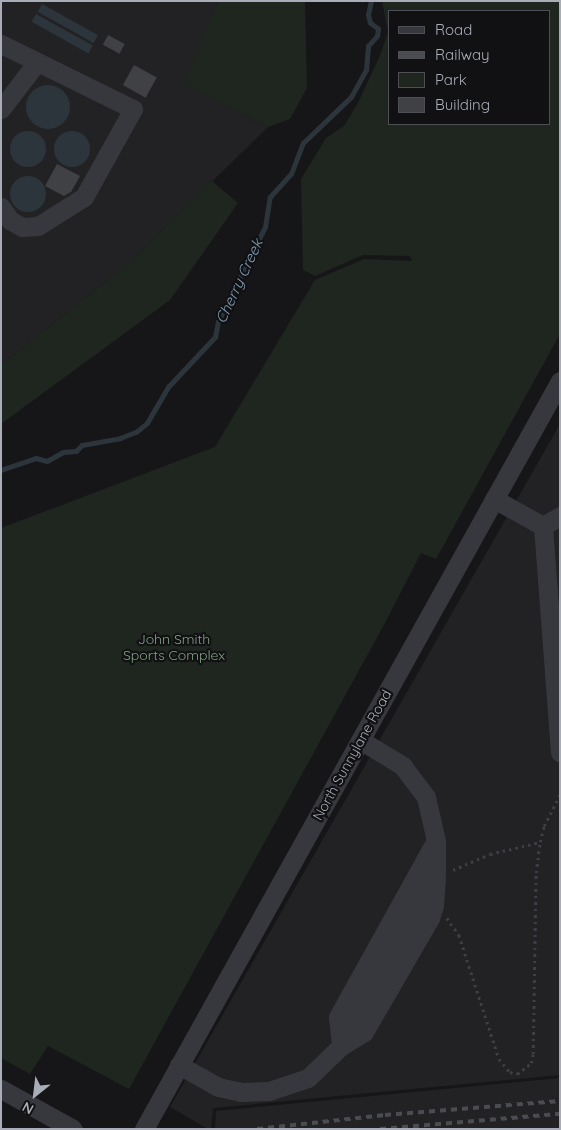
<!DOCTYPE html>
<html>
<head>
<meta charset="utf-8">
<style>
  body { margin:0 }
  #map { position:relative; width:561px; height:1130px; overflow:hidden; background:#161618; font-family:Quicksand,sans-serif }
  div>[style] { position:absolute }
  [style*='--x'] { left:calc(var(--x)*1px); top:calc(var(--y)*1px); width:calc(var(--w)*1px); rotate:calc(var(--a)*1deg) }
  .built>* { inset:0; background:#222225 }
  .green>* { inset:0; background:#1e261f }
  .water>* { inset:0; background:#2c353c; transform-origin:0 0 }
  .round { border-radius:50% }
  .stream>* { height:4.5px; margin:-2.25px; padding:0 2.25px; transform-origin:2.25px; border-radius:2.25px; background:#2c353c }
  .building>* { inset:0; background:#404145; transform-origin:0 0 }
  .path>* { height:2.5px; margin-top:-1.25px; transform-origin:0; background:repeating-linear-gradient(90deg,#3d3f44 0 2.5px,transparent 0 6.5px) }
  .minor>* { height:19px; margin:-9.5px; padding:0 9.5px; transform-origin:9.5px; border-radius:9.5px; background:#37383d }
  .rail>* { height:4px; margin-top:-2px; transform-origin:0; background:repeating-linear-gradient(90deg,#4a4c52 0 6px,transparent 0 11px) }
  span { translate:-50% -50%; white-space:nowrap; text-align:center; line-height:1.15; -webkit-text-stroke:4.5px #111113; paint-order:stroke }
  .park-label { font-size:14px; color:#7fa381 }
  .street-label { font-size:14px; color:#a8adb8 }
  .water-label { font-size:15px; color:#7f9bb3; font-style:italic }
  .frame { position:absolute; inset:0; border:2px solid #a8adb8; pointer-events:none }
  .legend { position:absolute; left:388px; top:10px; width:162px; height:115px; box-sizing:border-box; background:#111113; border:1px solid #4d4f55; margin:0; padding:6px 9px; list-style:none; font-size:15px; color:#a8adb8 }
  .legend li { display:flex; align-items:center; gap:10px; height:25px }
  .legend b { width:25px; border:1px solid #4d4f55 }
  .north { position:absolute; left:10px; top:1070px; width:50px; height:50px; -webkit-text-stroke:4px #111113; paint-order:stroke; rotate:209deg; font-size:14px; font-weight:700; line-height:20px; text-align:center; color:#a8adb8 }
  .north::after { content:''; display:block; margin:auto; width:18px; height:22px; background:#a8adb8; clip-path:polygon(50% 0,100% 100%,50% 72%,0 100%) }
</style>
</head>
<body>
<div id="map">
  <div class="built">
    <div style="clip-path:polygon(1px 1px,218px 1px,184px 85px,268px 127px,123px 268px,1px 365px)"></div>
    <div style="clip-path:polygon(560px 424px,560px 1075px,213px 1108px,211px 1129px,208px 1129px,170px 1107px)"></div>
    <div style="clip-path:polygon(560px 1078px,560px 1129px,215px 1129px,216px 1111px)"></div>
  </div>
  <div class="green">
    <div style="clip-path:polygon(218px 1px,305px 1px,307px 88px,290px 119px,268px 127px,183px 85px)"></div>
    <div style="clip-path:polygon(evenodd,382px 1px,560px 1px,560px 334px,436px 559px,421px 553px,385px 623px,129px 1089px,48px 1046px,30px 1074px,1px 1058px,1px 528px,215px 447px,315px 280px,364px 259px,412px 261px,410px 256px,363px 255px,315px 276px,303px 270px,301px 179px,326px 138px,344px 126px,358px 103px,381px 53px,388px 32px,382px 1px,390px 11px,550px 11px,550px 124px,390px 124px,390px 11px)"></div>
    <div style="clip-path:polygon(212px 181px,238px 203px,170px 300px,1px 424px,1px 365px,123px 268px)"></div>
  </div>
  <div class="water">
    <div style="left:42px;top:4px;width:64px;height:9px;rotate:29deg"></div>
    <div style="left:36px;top:14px;width:65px;height:9px;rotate:29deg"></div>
    <div class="round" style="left:26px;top:85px;width:44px;height:44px"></div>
    <div class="round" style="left:10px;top:131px;width:36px;height:36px"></div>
    <div class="round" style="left:54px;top:131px;width:36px;height:36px"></div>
    <div class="round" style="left:10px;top:176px;width:36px;height:36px"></div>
  </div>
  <div class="stream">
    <div style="--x:1;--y:470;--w:37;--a:-19"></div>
    <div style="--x:36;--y:458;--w:11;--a:15"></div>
    <div style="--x:47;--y:461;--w:18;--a:-29"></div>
    <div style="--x:63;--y:452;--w:13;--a:-4"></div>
    <div style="--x:76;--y:451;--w:8;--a:-45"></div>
    <div style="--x:82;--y:445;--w:39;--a:-10"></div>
    <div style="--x:120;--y:438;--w:17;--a:-21"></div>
    <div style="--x:136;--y:432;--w:14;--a:-39"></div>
    <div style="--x:147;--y:423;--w:42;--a:-59.7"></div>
    <div style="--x:168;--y:387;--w:69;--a:-46.8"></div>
    <div style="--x:215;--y:337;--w:15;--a:-79"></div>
    <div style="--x:218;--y:322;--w:106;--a:-63.7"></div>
    <div style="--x:265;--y:227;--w:30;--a:-81"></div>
    <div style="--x:270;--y:197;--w:31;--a:-48"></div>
    <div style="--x:291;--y:174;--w:33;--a:-69"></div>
    <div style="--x:303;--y:143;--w:66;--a:-43.8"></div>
    <div style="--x:351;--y:97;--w:31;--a:-61"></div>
    <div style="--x:366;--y:70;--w:24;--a:-85"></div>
    <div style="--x:368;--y:46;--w:13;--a:-48"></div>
    <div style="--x:377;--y:36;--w:7;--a:-82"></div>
    <div style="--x:378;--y:29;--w:10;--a:-143"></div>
    <div style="--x:370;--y:23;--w:8;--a:-104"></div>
    <div style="--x:368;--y:15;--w:14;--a:-78"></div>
  </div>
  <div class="building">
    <div style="left:108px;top:35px;width:19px;height:11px;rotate:28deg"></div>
    <div style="left:134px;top:65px;width:26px;height:23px;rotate:29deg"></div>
    <div style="clip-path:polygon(57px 164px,80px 176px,71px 192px,64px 196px,45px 186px)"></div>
  </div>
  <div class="path">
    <div style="--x:453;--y:870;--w:40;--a:-23.4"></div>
    <div style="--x:490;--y:854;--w:51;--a:-13.5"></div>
    <div style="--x:447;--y:918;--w:21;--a:55"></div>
    <div style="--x:459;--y:935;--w:130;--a:72.1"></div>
    <div style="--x:499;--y:1059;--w:17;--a:50"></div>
    <div style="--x:510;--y:1072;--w:7;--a:16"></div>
    <div style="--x:517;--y:1074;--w:18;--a:-38"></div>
    <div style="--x:531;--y:1063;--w:9;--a:-77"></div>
    <div style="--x:533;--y:1054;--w:181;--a:-89.1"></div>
    <div style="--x:536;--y:873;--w:31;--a:-83"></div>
    <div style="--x:540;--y:842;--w:16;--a:-76"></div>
    <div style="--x:544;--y:826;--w:35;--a:-63"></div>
  </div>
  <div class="minor">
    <div style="--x:1;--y:44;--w:147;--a:26.2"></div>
    <div style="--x:133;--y:109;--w:101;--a:119.1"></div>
    <div style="--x:84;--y:197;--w:54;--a:147.8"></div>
    <div style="--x:38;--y:226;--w:16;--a:176"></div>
    <div style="--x:22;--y:227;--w:14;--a:-150"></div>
    <div style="--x:10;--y:220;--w:16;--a:-125"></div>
    <div style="--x:1;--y:109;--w:59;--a:-52.5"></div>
    <div style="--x:494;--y:499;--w:56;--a:28.9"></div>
    <div style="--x:543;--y:526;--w:227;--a:85.7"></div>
    <div style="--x:543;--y:526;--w:20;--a:-30"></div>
    <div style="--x:435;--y:842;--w:200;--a:119"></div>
    <div style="--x:338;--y:1017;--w:29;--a:84"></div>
    <div style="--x:341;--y:1046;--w:27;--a:-31"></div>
    <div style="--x:364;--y:1032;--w:132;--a:-59.9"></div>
    <div style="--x:430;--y:918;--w:13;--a:-72"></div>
    <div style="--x:434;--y:906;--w:29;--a:-86"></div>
    <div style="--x:179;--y:1065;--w:45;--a:29.4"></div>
    <div style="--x:218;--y:1087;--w:24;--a:12"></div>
    <div style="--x:241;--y:1092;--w:28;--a:-2"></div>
    <div style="--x:269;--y:1091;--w:41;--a:-18.4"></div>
    <div style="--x:308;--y:1078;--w:46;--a:-44.1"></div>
    <div style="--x:341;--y:1046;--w:199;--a:-61.5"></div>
    <div style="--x:436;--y:871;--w:30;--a:-90"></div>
    <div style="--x:436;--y:841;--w:45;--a:-102.8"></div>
    <div style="--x:426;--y:797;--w:39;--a:-127"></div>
    <div style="--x:403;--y:766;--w:50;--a:-148.8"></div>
    <div style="--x:1;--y:1089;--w:82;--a:29.1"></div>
    <div style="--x:144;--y:1129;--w:856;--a:-60.92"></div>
  </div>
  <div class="rail">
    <div style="--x:257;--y:1129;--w:129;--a:-6.2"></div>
    <div style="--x:385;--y:1115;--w:176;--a:-4.6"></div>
    <div style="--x:380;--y:1129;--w:181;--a:-4.8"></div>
  </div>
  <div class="park-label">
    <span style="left:174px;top:647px">John Smith<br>Sports Complex</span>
  </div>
  <div class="street-label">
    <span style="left:352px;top:755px;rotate:-61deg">North Sunnylane Road</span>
  </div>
  <div class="water-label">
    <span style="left:239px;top:281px;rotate:-65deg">Cherry Creek</span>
  </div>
  <div class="frame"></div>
  <ul class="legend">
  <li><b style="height:6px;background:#37383d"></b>Road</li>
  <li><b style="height:6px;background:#4a4c52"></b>Railway</li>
  <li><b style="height:14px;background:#1e261f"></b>Park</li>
  <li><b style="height:14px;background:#404145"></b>Building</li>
  </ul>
  <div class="north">N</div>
</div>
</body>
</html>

- Your task
Provide an exact copy of only the lines from the beginning of the entries through the line containing "height:2.5px; margin-top:-1.25px; transform-origin:0;", both ends included, with no pictures.

- Written solution
<!DOCTYPE html>
<html>
<head>
<meta charset="utf-8">
<style>
  body { margin:0 }
  #map { position:relative; width:561px; height:1130px; overflow:hidden; background:#161618; font-family:Quicksand,sans-serif }
  div>[style] { position:absolute }
  [style*='--x'] { left:calc(var(--x)*1px); top:calc(var(--y)*1px); width:calc(var(--w)*1px); rotate:calc(var(--a)*1deg) }
  .built>* { inset:0; background:#222225 }
  .green>* { inset:0; background:#1e261f }
  .water>* { inset:0; background:#2c353c; transform-origin:0 0 }
  .round { border-radius:50% }
  .stream>* { height:4.5px; margin:-2.25px; padding:0 2.25px; transform-origin:2.25px; border-radius:2.25px; background:#2c353c }
  .building>* { inset:0; background:#404145; transform-origin:0 0 }
  .path>* { height:2.5px; margin-top:-1.25px; transform-origin:0; background:repeating-linear-gradient(90deg,#3d3f44 0 2.5px,transparent 0 6.5px) }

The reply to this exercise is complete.